My roommate and I watched two back-to-back horror movies last night that happened to be playing on channel 7: Darkness and Pitch Black. Darkness is a standard vaguely Lovecraftian spook movie, following The Others in formula: insane adults, creepy ghost children, lots of candles and rain in an old gothic house. Pitch Black is more Alien – science fiction, set on a planet that a people-carrier craft has crashed on, with miniature bat-like monsters on the surface and large xenomorph monsters below. A few nights before we watched Blair Witch 2: Book of Shadows. Book of Shadows follows teens that turn on each other on a tour of the original movie’s haunted woods, but here the cinematography is standard instead of make-believe-amateur. All use CG. None of them are very scary.

We ended up talking about how a reliance on computers has ruined horror (others have talked about this too – just the other day, Wendell Jamieson did in the NY Times). I could not help comparing Pitch Black to Alien, which was unbelievably made in 1979. 1979. 1979. I still can’t get over it. It, along with its 1986 sequel, are the most effective science fiction horror I’ve ever seen. How did they achieve this with the paltry special effects they had back then? Filmmaking. Craftsmanship. And a lot of investment in one sculpted, tangible “alien”. The xenomorph was never really shown, but when it did make an appearance, sleek black shine against the duller metal of the ship, always ensconced in shadow and its own steam, jaws opening… just looking up information on Alien makes me shiver. H.R. Giger, the xenomorph’s designer, is a fantastic mad-genius and an actual artist. Here’s the trailer, which perfectly encapsulates the horror and terror of Alien – by never showing the xenomorph itself. Even the trailer scares me to hell and back. Contrast that with Pitch Black, where weightless pseudo-xenomorphs – so many of them that they look like a flock of birds – sail through an underground cave, their intangible computerization so evident that it’s impossible to fear them at all. Here’s the Pitch Black trailer – despite the metal music and blinking expository text, it is a clear and inferior rip of the Alien trailer.

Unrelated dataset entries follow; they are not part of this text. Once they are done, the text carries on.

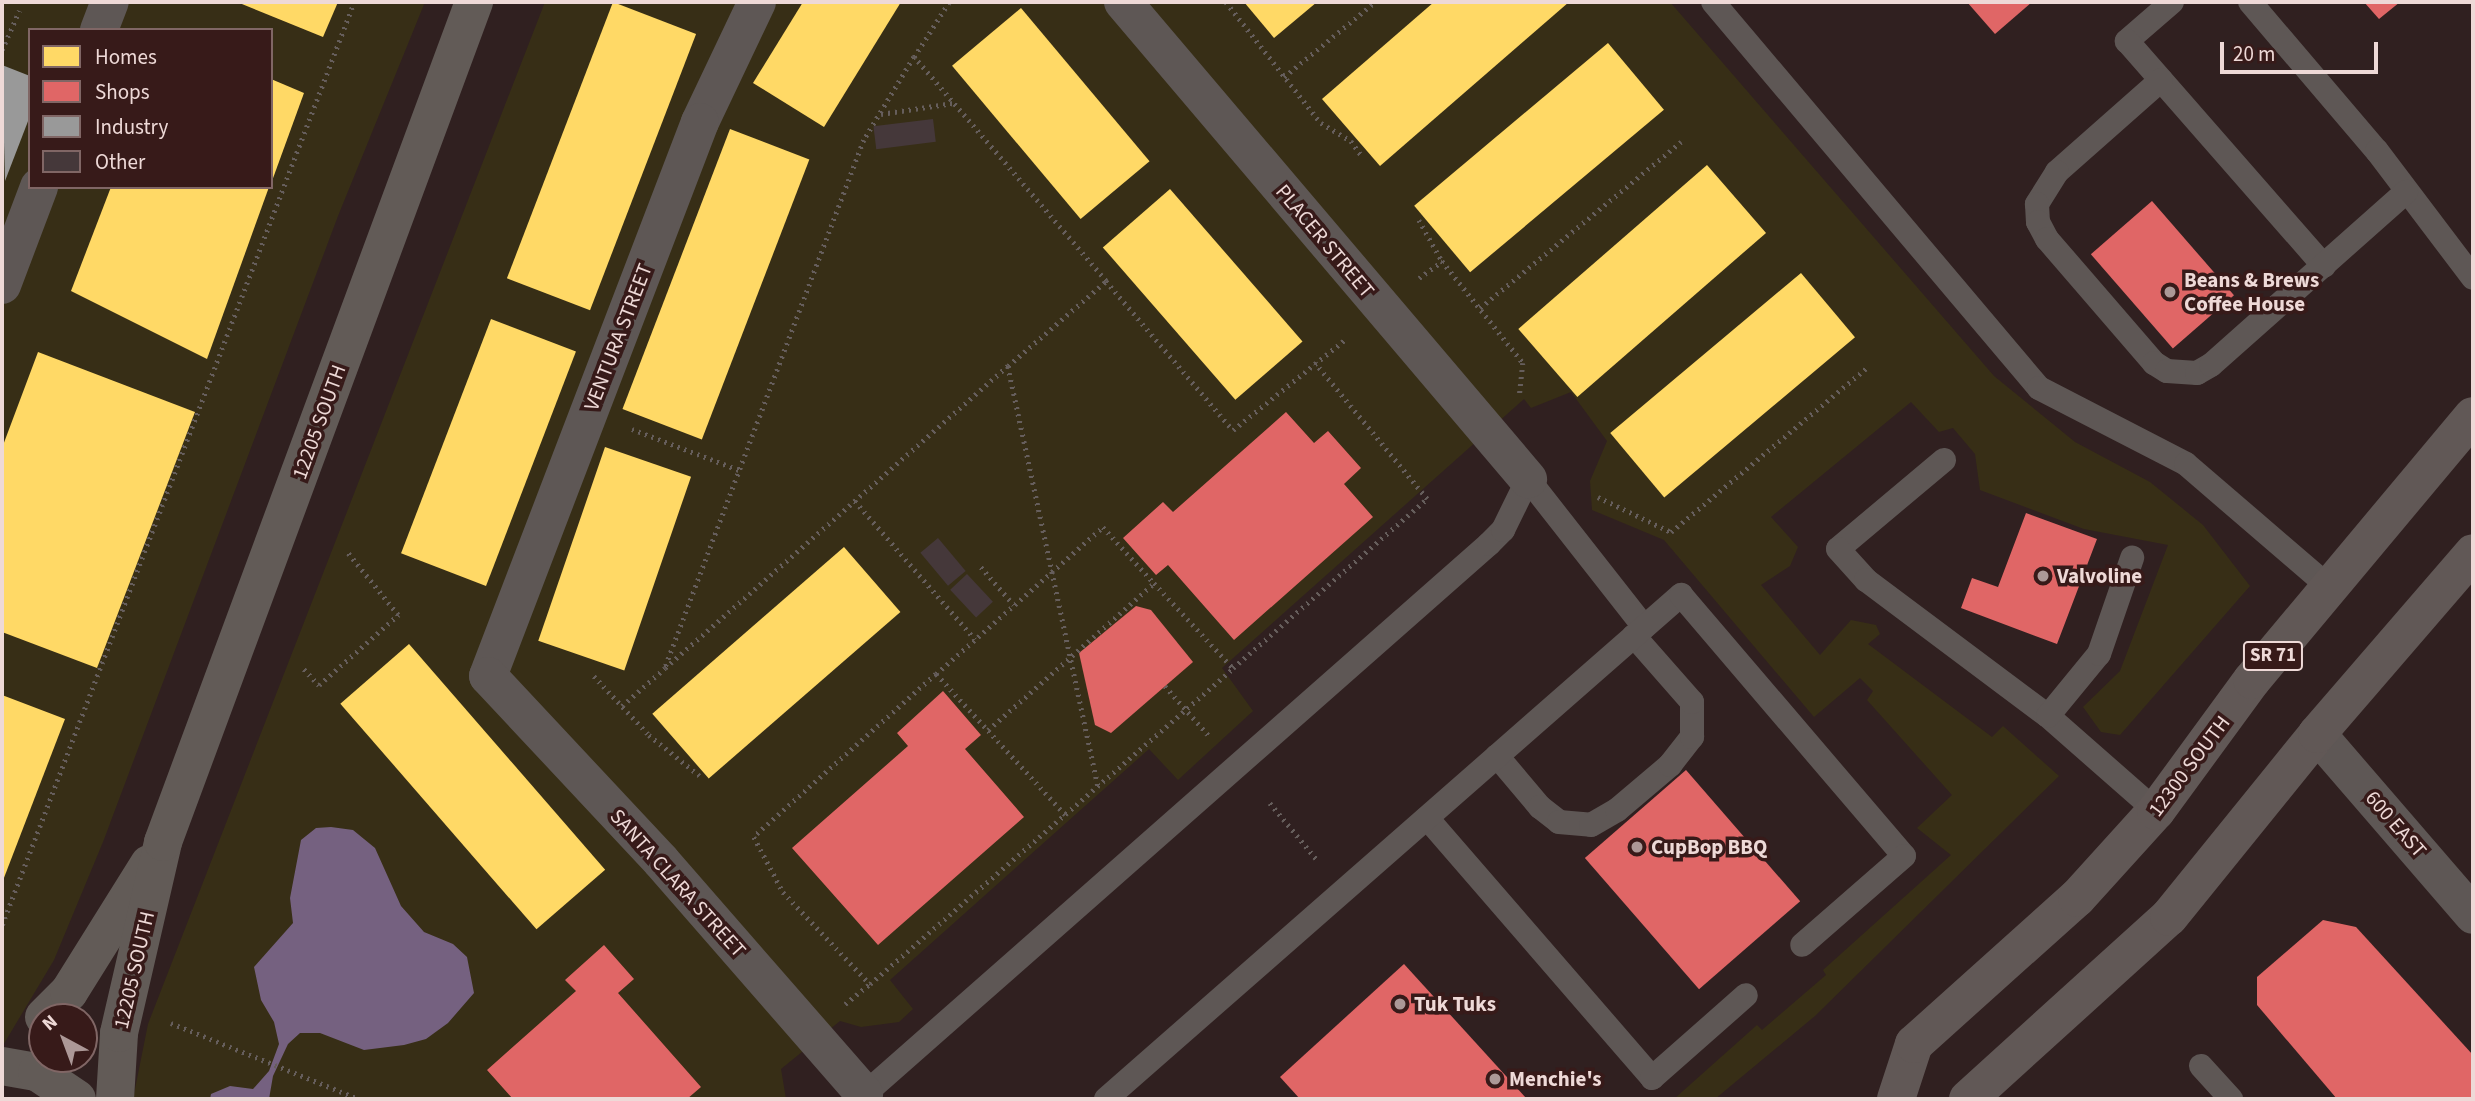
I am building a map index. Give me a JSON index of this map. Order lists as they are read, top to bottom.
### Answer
{
  "streets": {
    "main road": ["SR 71", "12300 SOUTH"],
    "street": [
      "PLACER STREET",
      "VENTURA STREET",
      "12205 SOUTH",
      "600 EAST",
      "SANTA CLARA STREET"
    ]
  },
  "crossings": [
    ["VENTURA STREET", "SANTA CLARA STREET"]
  ],
  "places": [
    "Beans & Brews Coffee House",
    "Valvoline",
    "CupBop BBQ",
    "Tuk Tuks",
    "Menchie's"
  ],
  "legend": [
    "Homes",
    "Shops",
    "Industry",
    "Other"
  ],
  "scale_bar": "20 m",
  "north": "top left"
}
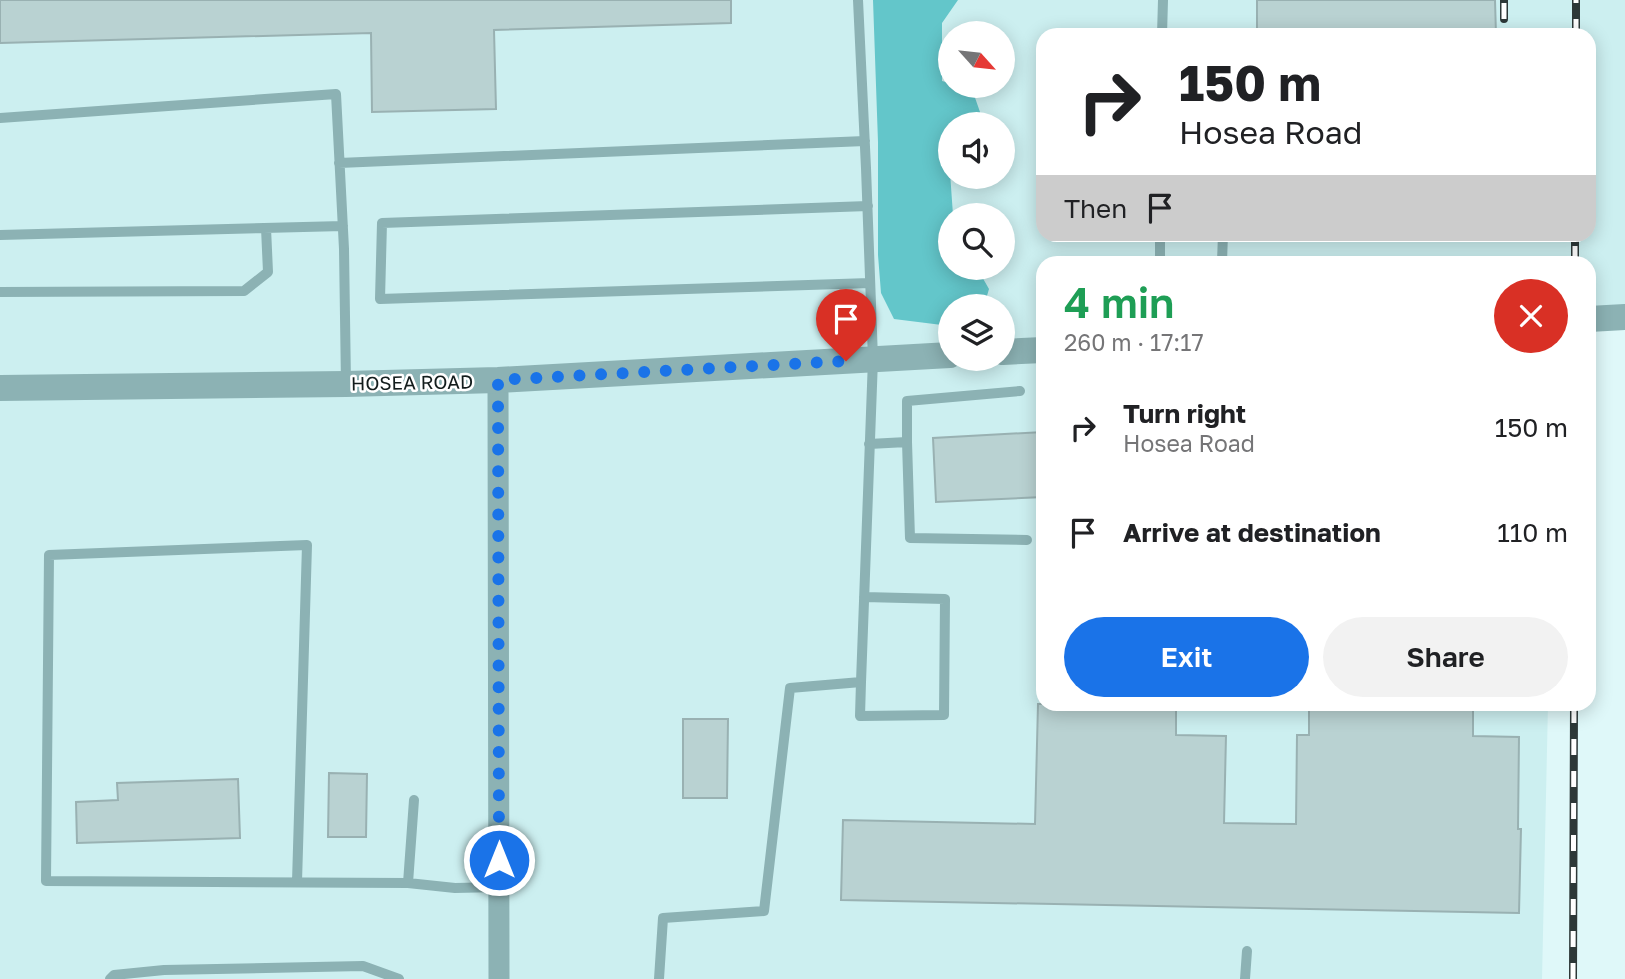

Spook movies have an easier time incorporating CG, because they can add textured layers of fuzzy dream-space that muffle the incongruencies of the CG and make everything look a little bit awkward, disjointed, fantastical, like you’re watching it through a filter of smoke – that’s why Darkness didn’t seem as awful, and it’s also the reason that Silent Hill‘s creepies, like Pyramid Head (who rather resembles the aliens in Pitch Black) are creepy even though they are clearly computer-generated. Spook movies that don’t slather on texture and insist on realism usually just end up showing their flaws – as in Book of Shadows, where the audience becomes very aware that they are watching something that is in no way real, and the suspension of disbelief is broken – unless they do not show anything, as was the original Blair Witch Project‘s method, or they are following the J-Horror shock-and-awe, uber-real method of bludgeoning the audience with disturbing imagery.

Science fiction, on the other hand, has to be realistic unless it wants to devolve into fantasy. That is an essential of futuristic fiction: the glaring red light of H.A.L. in 2001: A Space Odyssey is perhaps the ultimate symbol of this. The future, as both Hollywood and “Soviet” Russia imagined it, is cold, barren, steely, empty, and unabashedly industrial. Books may or may not have been burned. True, there are some sci-fi movies that deviate from this: the happy types, like Independence Day, which belong more to action-adventure than to science fiction. Otherwise, our fate has been sealed, and it is a world of gritty, heavy realism, monsters you can feel and smell. Ironic, I suppose, that there is really no room in science fiction-horror for computer generation.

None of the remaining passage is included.